The roster of playable characters is nothing short of a cartoonish circus. We have “Taffy”: made entirely out of salt water taffy, “Blob”: ….a blob, “Bad Mister Frosty”: A grumpy snowman who can morph his body into winter themed death instruments, “Bonker”: a bitter circus clown guaranteed to give anyone coulrophobia, “T-Hoppy”: a cyborg rabbit parody of R. Lee Ermey, “Happy Harry Houngan”: a voodoo witch doctor, “Ickybod Clay”: a Jack-O-Lantern ghost who sounds like an evil Mr. Bill. “Earthworm Jim”: straight out of his own comic and TV show, and last but not least “Kung Pow”: a racially insensitive Bruce Lee knockoff. There are also other secret characters that players can unlock, but these nine make up the bulk of the game.

Every single one of these characters is unique and memorable. Their dialogue, movements, and attacks all align perfectly with their insane personalities. Each character also has three energy bars that fill as the fight progresses. Once one of these energy bars is full, players can unleash devastating super attacks which are, once again, unique to each character. To cap off each fight, Klaymodo’s finest warriors come fully equipped with “Claytality” finishing moves, some in the same vein as Tom and Jerry and others more like Itchy and Scratchy. Players felt like they are becoming more and more like cartoons themselves with each fight. It is impossible not to get sucked in by their absurd quotes and irreverent jokes.

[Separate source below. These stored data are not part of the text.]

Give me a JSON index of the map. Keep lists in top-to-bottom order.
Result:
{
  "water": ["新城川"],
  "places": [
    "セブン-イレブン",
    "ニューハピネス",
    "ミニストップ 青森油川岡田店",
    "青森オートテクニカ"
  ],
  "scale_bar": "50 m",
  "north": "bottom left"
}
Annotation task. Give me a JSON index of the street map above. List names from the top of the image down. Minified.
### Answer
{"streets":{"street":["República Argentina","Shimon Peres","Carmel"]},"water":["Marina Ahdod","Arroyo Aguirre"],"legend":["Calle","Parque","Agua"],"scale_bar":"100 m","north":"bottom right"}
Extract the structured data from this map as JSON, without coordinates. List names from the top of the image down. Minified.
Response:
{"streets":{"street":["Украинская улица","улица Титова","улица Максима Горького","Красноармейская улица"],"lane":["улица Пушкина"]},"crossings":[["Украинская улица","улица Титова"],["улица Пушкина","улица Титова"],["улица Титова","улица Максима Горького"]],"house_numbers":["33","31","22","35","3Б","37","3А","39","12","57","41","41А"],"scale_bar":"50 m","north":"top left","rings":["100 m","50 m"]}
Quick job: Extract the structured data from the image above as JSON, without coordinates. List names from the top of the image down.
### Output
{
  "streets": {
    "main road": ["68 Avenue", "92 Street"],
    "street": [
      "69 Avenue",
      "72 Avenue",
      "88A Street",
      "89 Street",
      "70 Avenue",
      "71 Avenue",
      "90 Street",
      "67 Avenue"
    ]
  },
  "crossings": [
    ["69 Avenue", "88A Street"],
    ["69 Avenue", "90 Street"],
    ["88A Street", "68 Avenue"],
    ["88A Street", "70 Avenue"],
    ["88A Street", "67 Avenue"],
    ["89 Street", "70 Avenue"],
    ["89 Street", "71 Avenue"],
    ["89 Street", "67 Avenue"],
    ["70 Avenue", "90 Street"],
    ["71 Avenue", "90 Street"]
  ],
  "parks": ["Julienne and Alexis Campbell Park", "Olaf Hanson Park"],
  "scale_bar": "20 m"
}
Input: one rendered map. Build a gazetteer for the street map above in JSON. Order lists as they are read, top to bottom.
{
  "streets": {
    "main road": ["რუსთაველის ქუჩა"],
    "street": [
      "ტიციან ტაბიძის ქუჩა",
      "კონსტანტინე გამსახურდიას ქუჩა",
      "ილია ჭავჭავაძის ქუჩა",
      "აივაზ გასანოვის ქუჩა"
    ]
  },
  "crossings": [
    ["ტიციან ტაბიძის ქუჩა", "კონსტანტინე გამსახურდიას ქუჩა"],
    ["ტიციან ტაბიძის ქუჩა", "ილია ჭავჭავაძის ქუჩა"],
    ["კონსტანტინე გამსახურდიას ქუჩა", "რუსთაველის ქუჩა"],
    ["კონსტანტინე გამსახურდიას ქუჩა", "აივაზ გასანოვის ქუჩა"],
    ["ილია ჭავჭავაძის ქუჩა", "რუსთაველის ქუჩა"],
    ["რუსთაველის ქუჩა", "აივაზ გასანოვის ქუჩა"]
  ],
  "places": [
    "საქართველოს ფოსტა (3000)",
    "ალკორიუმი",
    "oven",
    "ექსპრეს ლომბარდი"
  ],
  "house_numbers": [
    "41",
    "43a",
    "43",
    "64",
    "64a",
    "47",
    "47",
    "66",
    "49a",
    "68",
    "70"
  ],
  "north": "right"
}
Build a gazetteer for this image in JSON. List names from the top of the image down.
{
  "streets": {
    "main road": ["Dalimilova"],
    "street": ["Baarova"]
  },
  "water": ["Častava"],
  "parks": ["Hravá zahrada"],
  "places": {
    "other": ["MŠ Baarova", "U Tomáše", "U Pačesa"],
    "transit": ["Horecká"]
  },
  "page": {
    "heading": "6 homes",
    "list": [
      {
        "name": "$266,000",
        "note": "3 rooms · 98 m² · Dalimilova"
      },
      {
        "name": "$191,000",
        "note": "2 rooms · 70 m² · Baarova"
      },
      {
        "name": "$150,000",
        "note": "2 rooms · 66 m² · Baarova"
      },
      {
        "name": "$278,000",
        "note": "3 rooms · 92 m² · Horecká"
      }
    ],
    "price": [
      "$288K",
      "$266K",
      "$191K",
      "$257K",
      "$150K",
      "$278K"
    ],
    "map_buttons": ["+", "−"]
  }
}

Not even a year later, an updated version dubbed Clay Fighter: Sculpture’s Cut was released as a Blockbuster rental exclusive. What was fun and quirky before is now cranked up to 11! This new version featured improves fighting mechanics, more characters, updated arenas, and a lyrical intro theme. Sadly, the fact this was a rental exclusive meant that this version of the game was never available for regular purchase, and could only be obtained by winning a special Blockbuster contest.

Is Clay Fighter due for a new game, or a remake? Or is it destined to fade back into the annals of gaming history? One can never know with a game like this. If finds its way into a rare identity of being unique but largely unknown. Whatever its fate, I believe Clay Fighter 63 & 1/3 deserves to be played again. The regular copy can be easily purchased at game stores, Amazon, and eBay. However, any copies of the sculpture’s cut found on eBay command ridiculous prices. If you have the hundreds of dollars that sellers demand, then by all means, go for it. For the rest of us, the original is waiting to unleash a can of claytastic awesome.